Anthropologists, archaeologists and other social scientists have been discussing issues of materiality and agency for at least two decades. In fact, it has been a long time since the Cartesian dichotomies of human-object and culture-nature were challenged. More recently, some scholars have been preferring to look at material agency by assuming human intentionality as the edge of the discussion. Alfred Gell’s Art and Agency (1998) became a central piece in those contributions, offering the concept of “extended mind” to understand how objects are created and manipulated as conveyors of ideas.
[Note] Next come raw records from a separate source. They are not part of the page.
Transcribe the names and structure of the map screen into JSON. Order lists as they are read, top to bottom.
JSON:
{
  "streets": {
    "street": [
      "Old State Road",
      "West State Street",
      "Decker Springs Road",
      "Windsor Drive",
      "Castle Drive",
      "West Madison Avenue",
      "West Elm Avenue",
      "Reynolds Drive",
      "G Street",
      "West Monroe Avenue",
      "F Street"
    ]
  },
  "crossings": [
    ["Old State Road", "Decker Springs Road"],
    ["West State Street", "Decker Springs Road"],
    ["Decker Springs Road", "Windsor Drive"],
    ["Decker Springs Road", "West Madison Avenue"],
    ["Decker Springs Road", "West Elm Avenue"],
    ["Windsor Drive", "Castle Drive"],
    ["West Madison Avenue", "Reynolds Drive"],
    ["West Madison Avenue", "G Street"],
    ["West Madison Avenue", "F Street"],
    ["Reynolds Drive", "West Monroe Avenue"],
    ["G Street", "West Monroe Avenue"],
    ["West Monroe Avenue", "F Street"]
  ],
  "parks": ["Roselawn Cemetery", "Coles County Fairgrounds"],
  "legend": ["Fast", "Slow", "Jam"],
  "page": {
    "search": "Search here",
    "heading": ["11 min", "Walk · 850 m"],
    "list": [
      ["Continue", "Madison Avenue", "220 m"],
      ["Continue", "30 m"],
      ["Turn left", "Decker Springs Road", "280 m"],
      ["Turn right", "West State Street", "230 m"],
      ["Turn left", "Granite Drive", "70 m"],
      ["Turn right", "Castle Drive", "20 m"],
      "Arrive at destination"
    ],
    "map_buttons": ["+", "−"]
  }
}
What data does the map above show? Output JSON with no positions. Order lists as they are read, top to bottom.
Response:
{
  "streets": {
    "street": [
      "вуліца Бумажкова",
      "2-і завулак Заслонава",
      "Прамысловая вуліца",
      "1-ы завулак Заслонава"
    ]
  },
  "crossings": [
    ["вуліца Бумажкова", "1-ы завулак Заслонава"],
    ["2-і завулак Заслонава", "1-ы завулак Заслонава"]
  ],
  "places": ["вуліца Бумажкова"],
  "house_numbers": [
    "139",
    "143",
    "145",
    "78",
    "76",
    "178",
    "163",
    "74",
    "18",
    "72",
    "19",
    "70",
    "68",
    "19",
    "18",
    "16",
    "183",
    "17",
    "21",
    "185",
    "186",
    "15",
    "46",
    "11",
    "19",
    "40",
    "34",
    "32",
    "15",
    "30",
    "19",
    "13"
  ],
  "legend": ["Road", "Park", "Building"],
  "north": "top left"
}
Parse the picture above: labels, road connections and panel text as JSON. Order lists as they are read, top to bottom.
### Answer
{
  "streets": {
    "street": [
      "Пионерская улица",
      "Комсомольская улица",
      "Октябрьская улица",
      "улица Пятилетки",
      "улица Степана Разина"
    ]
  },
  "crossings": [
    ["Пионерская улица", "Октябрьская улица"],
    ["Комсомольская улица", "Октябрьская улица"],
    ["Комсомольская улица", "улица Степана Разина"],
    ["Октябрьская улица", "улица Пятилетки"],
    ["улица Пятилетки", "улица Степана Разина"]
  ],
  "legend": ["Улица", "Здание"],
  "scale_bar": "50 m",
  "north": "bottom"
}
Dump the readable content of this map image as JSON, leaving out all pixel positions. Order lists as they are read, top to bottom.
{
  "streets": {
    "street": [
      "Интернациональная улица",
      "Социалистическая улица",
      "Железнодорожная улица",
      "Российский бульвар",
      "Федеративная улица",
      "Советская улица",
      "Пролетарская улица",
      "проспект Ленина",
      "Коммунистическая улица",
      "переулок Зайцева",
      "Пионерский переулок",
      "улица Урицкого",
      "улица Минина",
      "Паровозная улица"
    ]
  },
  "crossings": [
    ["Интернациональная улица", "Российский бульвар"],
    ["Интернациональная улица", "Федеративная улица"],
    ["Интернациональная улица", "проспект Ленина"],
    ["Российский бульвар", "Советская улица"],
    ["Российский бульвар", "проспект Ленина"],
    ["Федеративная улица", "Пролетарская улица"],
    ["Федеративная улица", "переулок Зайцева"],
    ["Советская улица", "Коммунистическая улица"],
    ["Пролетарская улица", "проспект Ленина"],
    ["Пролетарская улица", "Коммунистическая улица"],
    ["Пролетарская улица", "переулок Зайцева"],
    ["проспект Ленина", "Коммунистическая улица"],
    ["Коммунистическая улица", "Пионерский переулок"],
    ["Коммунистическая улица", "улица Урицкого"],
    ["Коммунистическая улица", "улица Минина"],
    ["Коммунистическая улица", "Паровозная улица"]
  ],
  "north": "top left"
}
Others, however, defend more radical positions in terms of materials’ autonomy. For instance, Bruno Latour and his works on Actor-Network theory (ANT) have been quite influential among anthropologists. In a broad sense, researchers engaged with ANT appreciate the idea that the role of human actors in the world might be considered more equally along with non-humans. In this way, human intentionality is no longer decisive when it comes to determine who has the determinant role in a human-object relationship.

These discussions are also raising ethical issues. Following the fall of Socialism and the triumph of the neo-liberal economic models in most of the world over the 1990s, social sciences became hostages of the “end of history”. Thus, the increasing attention on the role of material culture in society’s lives can be regarded as part of an epistemological post-human turn, where things tend to be an intellectual escape from the political correctness of the hegemonic economic and social model. Social scientists start to fantasize about the dynamics of an apparently inert, material world as an alternative to the turmoil of engaging with their own societies. However, things themselves proved to be as inconvenient as people. We may ask ourselves how far the idea of an autonomous material world is leading us, and we should consider the ethical consequences that such approaches may carry to contemporary social problems that emerged out of late capitalism: social inequality, economic exploitation, political surveillance.

With this session we intend to bring people back to the discussion of materiality and agency with a set of papers that explore different historical and anthropological contexts.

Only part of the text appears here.